Does anyone know of a good article or white paper that I can reference on why this is a bad practice?  I've searched MSDN, TechNet, Yahoo, Google, etc. and can't find something authoritative on the subject to forward to webmaster@ or support@

To name a few biggies I've found:  Hertz, Evite, Keyhole, ...

Thanks

I hope you're joking.

The point is that it shouldn't be sent!  Sending the password in e-mail (which is completely insecure) should only be done in the case of a user losing his password, and in that case a secure site should require the user to change their password on their next login.
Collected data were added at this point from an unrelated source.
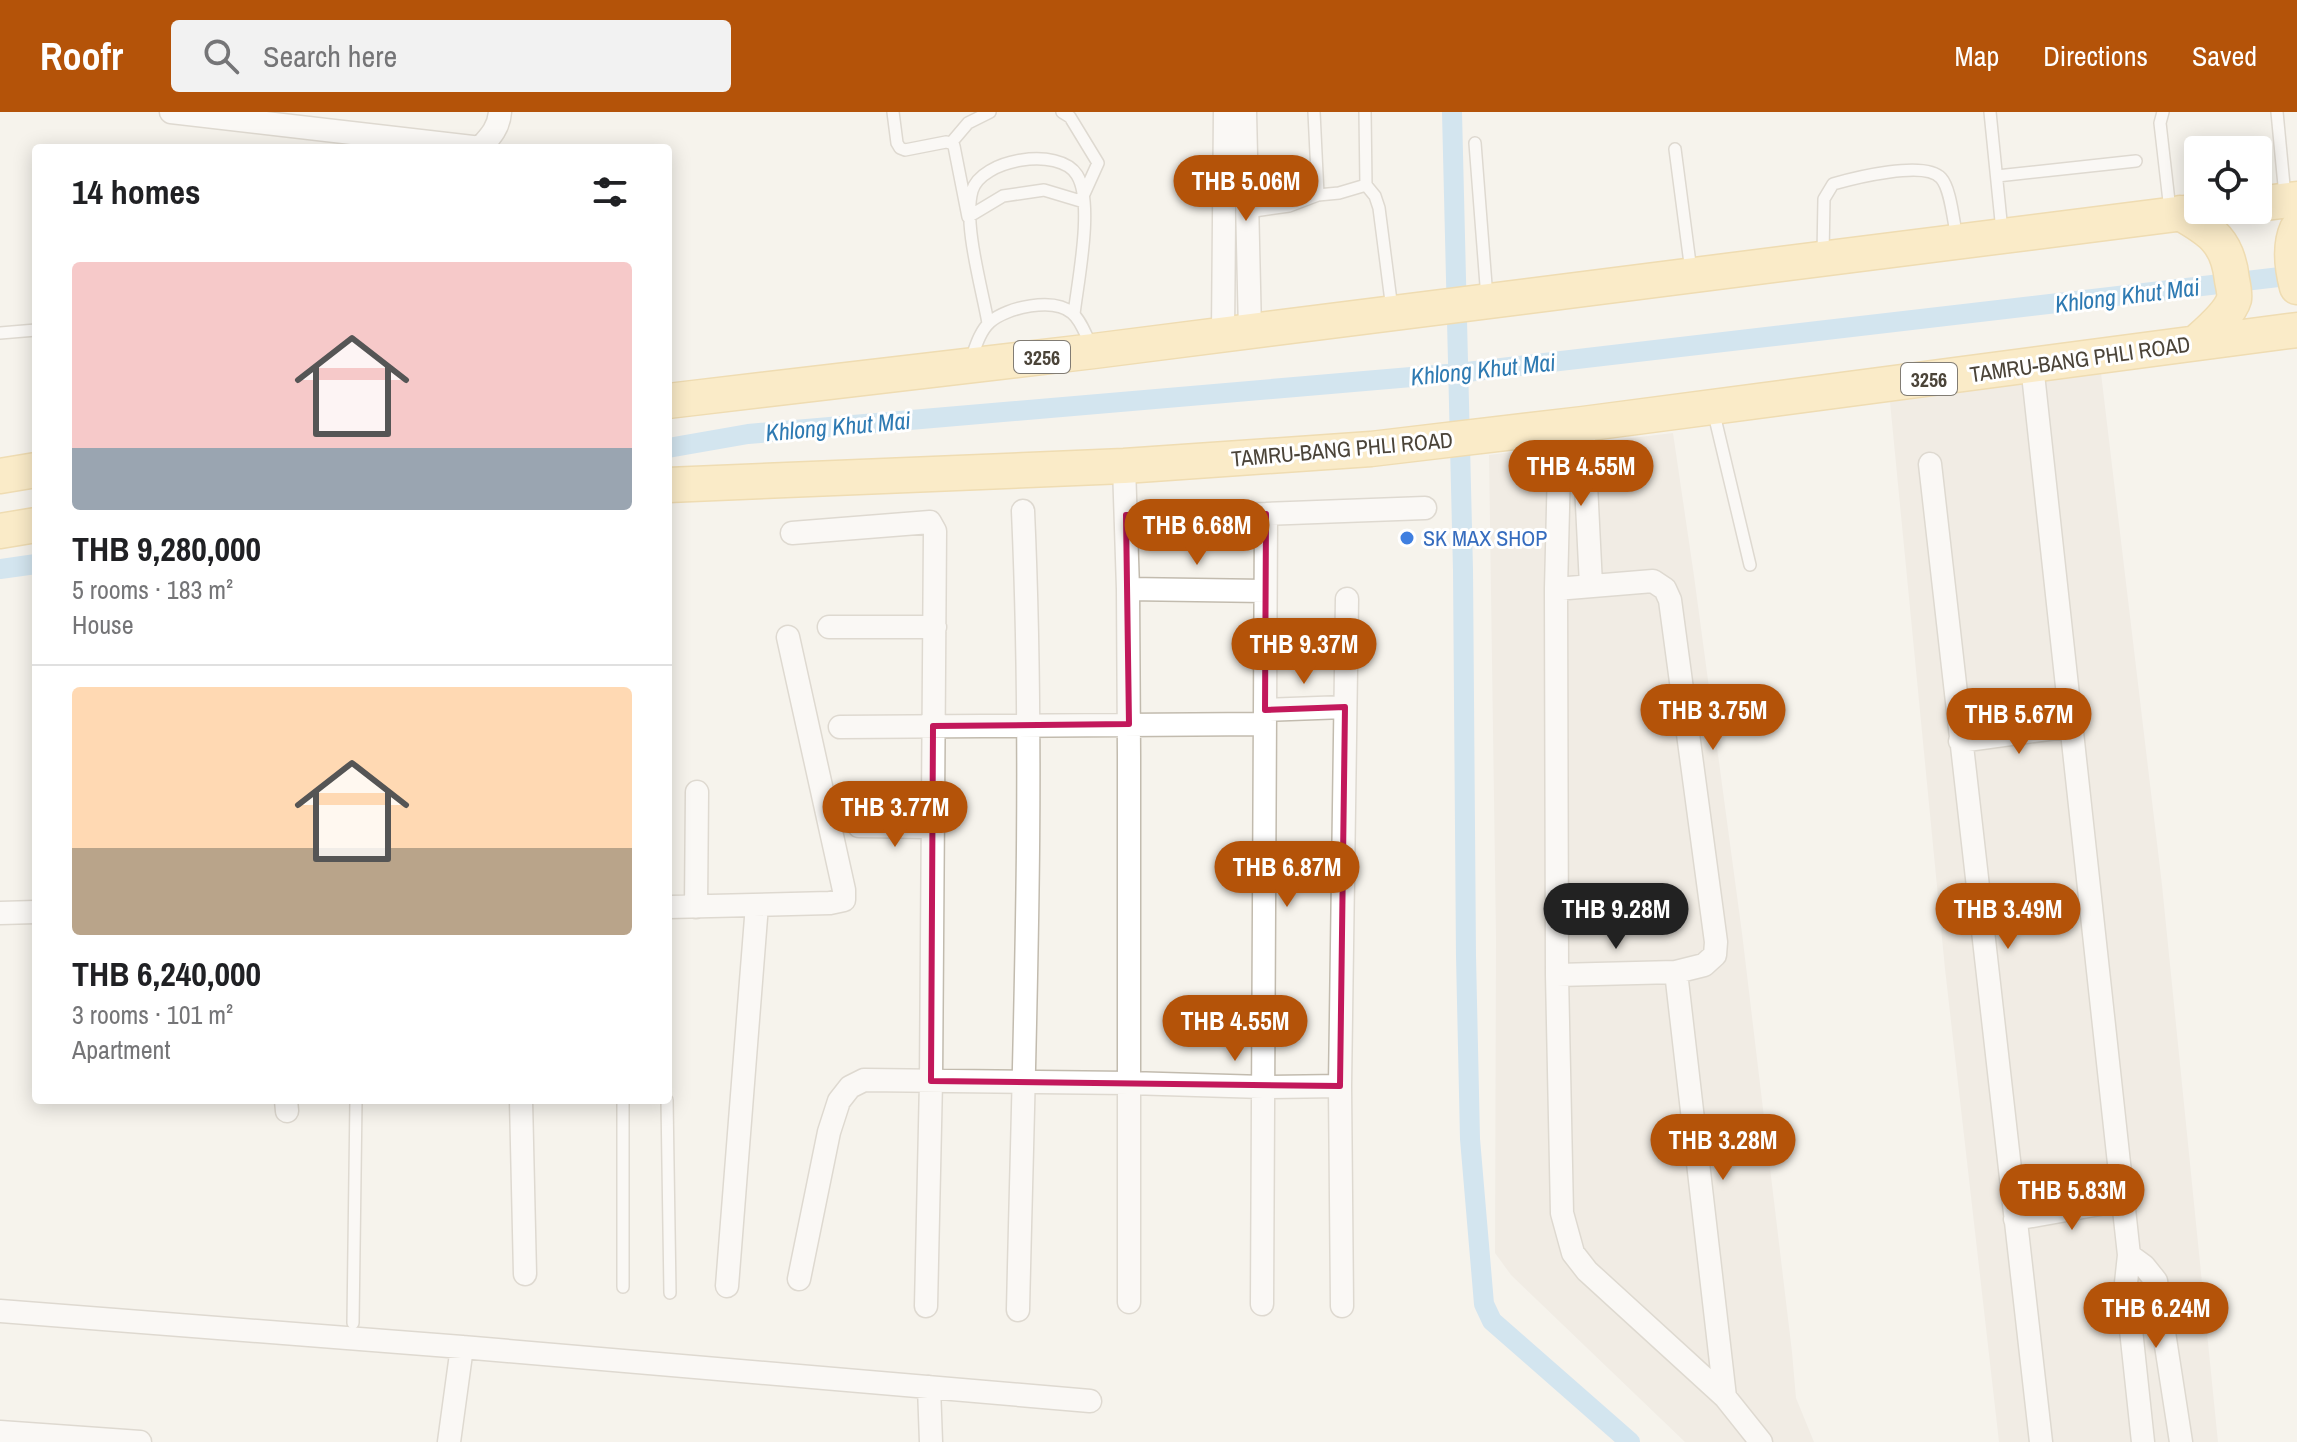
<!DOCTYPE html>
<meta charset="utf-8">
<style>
body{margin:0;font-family:"Archivo Narrow",sans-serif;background:#f2f2f2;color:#202124;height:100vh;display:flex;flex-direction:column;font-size:30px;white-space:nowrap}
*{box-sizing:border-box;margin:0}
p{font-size:26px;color:#757577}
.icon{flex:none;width:44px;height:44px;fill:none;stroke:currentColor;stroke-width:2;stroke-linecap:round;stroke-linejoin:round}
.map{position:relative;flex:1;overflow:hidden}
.sheet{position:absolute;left:32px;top:32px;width:640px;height:960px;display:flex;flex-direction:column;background:#fff;border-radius:8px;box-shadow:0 4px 20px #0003}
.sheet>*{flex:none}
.tools{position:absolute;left:2184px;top:24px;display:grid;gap:16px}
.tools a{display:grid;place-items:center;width:88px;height:88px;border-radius:8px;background:#fff;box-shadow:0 4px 20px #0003;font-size:40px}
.price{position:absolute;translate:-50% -68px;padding:0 18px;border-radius:28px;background:#b45309;color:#fff;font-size:26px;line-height:52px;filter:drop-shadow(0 2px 4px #0008)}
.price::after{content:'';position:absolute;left:50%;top:48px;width:24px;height:18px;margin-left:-12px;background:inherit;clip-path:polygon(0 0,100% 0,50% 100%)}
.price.active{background:#222;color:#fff}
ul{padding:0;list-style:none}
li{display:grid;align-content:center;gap:16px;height:424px;padding:0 40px}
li+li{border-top:2px solid #e0e0e0}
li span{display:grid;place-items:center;height:248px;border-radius:8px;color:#555}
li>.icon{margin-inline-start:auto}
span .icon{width:144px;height:144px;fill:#fffc;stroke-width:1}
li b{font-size:34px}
h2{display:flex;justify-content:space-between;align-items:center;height:96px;padding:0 40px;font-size:34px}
header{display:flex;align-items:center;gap:48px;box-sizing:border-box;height:112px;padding:0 40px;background:#b45309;color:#fff}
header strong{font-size:38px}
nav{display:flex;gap:44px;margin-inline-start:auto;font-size:28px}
.search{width:560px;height:72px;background:#f2f2f2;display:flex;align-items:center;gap:20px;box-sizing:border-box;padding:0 28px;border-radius:8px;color:#757577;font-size:30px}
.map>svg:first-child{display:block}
.residential{fill:#eae5da}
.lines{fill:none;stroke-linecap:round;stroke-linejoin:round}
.canal{stroke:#a9d4f2;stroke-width:20}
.service-casing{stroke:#c2bbae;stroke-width:14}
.minor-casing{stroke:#c2bbae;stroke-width:25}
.primary-casing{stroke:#e6c16a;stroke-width:37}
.service{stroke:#fff;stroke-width:11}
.minor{stroke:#fff;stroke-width:22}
.primary{stroke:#ffe39c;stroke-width:34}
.marked{fill:none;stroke:#c2185b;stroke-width:6;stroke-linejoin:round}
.shop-dot{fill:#3f7fe0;stroke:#fff;stroke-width:3}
.labels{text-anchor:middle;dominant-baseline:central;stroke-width:6;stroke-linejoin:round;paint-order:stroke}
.shield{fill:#fff;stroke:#817c74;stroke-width:2}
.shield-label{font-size:20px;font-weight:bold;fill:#4b4439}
.street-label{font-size:22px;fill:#4b4439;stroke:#fff}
.shop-label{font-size:22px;fill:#366cbe;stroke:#fff;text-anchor:start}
.water-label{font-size:24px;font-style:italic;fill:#2e7ab2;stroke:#fff}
</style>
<header>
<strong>Roofr</strong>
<div class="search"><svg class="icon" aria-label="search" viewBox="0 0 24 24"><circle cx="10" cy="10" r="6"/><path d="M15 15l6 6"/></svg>Search here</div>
<nav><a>Map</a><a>Directions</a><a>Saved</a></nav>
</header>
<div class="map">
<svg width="2297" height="1330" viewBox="0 0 2297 1330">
<rect width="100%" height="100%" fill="#f6f3ec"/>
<path class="residential" d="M2101,261L2162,773L2218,1330H1999L1945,857L1890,290Z
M1673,321L1694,464L1742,821L1792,1240L1796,1286L1814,1330H1685L1511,1163L1495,1141L1496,825L1489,343Z"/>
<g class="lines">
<path class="canal" d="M1452,0L1463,458L1466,844L1470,1027L1484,1192L1492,1209L1630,1330
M668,336L748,322L1458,261L2297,163
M0,457L36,452"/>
<defs>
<path id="service" d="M893,0L897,31L900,36L905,38L946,30L951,31L954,34L968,105L1003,84L1044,78L1084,90
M1062,0L1070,5L1098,51L1084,82
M1314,0L1318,83L1339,81L1366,73L1375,84L1379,96L1392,197
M1365,0L1366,73
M1990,0L2002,119
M2163,0L2160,11L2170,98
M2277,0L2285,84
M951,31L968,11L990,0
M1475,31L1487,186
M1675,37L1691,159
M1997,64L2136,49
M1247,100L1289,94L1318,83
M1823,142L1824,87L1833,72C1854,66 1925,48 1941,66C1951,77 1953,109 1957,125
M988,211C982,176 963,112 972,79C981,47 1059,34 1077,63C1094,91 1078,168 1074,202
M0,221L36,218
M970,250C975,237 979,220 990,210C1007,195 1054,185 1072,201C1081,208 1086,224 1091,233
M1713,298L1750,453
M623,988V1175
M667,988L670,1181
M353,1211L356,988"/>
<path id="minor" d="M171,0L481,36
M1245,0L1250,219
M481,35C491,24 499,15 500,0
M1223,221L1225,0
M2032,253L2129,1143L2144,1154L2156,1169L2181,1330
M1583,312L1591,473
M1560,315L1556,477L1557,863L1562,1101L1573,1141L1587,1159L1725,1285L1761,1330
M1930,352L2041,1330
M1124,354L1128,477L1129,645V1190
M1126,403L1266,402L1425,396
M792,421L930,410L935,419L931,969L926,1194
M1128,477L1265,479
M1556,477L1653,469L1665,477L1670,488L1716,830L1715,843L1704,853L1676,860L1557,863
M829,515H935
M1265,598L1345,595
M840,615L1264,612
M1960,629L2071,614
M859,714L932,715
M668,795L830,791L844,788V778L788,525
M696,795L697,680
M0,801L36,800
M1676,860L1725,1285
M286,988L287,999
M521,988L525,1162
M2015,1107L2122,1088
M2129,1143L2126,1171L2143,1330
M799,1167L829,1020L839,989L850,975L864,968L1129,971L1263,975L1340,974
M727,1174L757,793
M1262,1192L1266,402
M1342,1194L1340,974L1347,487
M1018,1198C1024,932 1035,665 1023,399
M0,1199L462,1235L1090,1289
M929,1275L931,1330
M0,1320L140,1330
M449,1330L462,1235"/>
<path id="primary" d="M2258,92L2297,87
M2180,101C2212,119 2228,130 2232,168C2233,173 2235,182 2234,187C2230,202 2207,221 2196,231
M2297,117C2289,135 2292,156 2297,175
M668,289L1094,239L2208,98
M0,364L36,358
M668,373L1124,354L1371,337L1583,312L2297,218
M0,419L36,413"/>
</defs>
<use href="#service" class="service-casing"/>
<use href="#minor" class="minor-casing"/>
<use href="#primary" class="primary-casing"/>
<use href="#service" class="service"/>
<use href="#minor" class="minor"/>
<use href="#primary" class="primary"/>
</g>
<path d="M0 0H2297V1330H0ZM1266,402L1265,598L1345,595L1340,974L931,969L933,614L1129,612L1126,403Z" fill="#f6f3ec" fill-opacity=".55" fill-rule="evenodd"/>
<path class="marked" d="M1266,402L1265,598L1345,595L1340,974L931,969L933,614L1129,612L1126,403Z"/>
<circle class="shop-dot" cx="1407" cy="426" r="8"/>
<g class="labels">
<g class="shield">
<rect x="1014" y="229" width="56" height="32" rx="6"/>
<rect x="1901" y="251" width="56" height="32" rx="6"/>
</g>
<g class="shield-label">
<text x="1042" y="245">3256</text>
<text x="1929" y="267">3256</text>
</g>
<g class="street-label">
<text transform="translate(2080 247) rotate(-8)">TAMRU-BANG PHLI ROAD</text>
<text transform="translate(1342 337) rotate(-5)">TAMRU-BANG PHLI ROAD</text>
</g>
<g class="shop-label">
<text x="1423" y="426">SK MAX SHOP</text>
</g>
<g class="water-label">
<text transform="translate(2127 183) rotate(-7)">Khlong Khut Mai</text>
<text transform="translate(1483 257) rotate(-6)">Khlong Khut Mai</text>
<text transform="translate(838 314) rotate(-5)">Khlong Khut Mai</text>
</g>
</g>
</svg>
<div class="tools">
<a><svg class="icon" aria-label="locate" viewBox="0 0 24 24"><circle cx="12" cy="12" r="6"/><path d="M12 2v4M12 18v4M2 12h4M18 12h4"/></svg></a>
</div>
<b class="price" style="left:1246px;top:111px">THB 5.06M</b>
<b class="price" style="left:1581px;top:396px">THB 4.55M</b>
<b class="price" style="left:1197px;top:455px">THB 6.68M</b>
<b class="price" style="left:1304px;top:574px">THB 9.37M</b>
<b class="price" style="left:1713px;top:640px">THB 3.75M</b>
<b class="price" style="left:2019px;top:644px">THB 5.67M</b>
<b class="price" style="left:895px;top:737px">THB 3.77M</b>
<b class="price" style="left:1287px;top:797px">THB 6.87M</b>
<b class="price active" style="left:1616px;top:839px">THB 9.28M</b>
<b class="price" style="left:2008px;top:839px">THB 3.49M</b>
<b class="price" style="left:1235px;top:951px">THB 4.55M</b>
<b class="price" style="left:1723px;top:1070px">THB 3.28M</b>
<b class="price" style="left:2072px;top:1120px">THB 5.83M</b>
<b class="price" style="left:2156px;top:1238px">THB 6.24M</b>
<section class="sheet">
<h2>14 homes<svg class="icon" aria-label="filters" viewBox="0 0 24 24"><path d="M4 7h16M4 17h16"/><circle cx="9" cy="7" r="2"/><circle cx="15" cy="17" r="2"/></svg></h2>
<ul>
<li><span style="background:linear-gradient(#f6c9c9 75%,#9aa5b1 0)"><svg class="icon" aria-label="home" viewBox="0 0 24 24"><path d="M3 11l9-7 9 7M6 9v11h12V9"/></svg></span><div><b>THB 9,280,000</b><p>5 rooms · 183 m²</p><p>House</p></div></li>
<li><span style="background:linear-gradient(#ffd9b3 65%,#b9a48a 0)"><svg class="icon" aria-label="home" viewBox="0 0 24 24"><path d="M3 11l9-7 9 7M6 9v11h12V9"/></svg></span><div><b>THB 6,240,000</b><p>3 rooms · 101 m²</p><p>Apartment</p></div></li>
</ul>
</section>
</div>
I can see passwords becoming obsolete.  Consider this:

Go to a site and register, with your email address.  It sends you an "activate" link via email.

You click on the link, which activates your account, logs you in, and drops an authentication cookie on your computer.

If you visit the site without an authentication cookie, it sends you another "log in" link via email.

No passwords necessary.

It depends on how each company wants to handle it.  Some use cleartext passwords, others use password resetting.

I would say, however, if somebody is looking at your email that you have a MUCH bigger security problem (I know, different thread

What If the Passwords Random?

At least you have a copy incase you lose the other one

Maurits, I like your solution / suggestion and will consider it for future website designs.


However, I'm still looking for an authoritative security article or white paper on this practice.

I host my personal web site via Hostway, a fairly large and well known hosting company.  A support person recently asked me to email my main site control password back to him.

I've freaked.  After a series of emails and the involvement of eTrust, I've had a reply from their legal department that Hostway considers this to be common industry practice and that it makes me more secure because they are using my password to authenticate me as a user.

If a hosting company or ISP thinks nothing of sending passwords clear text and requesting them over the phone and via email, how are we (as developers) ever going to convince our users to be careful with personal information, including passwords.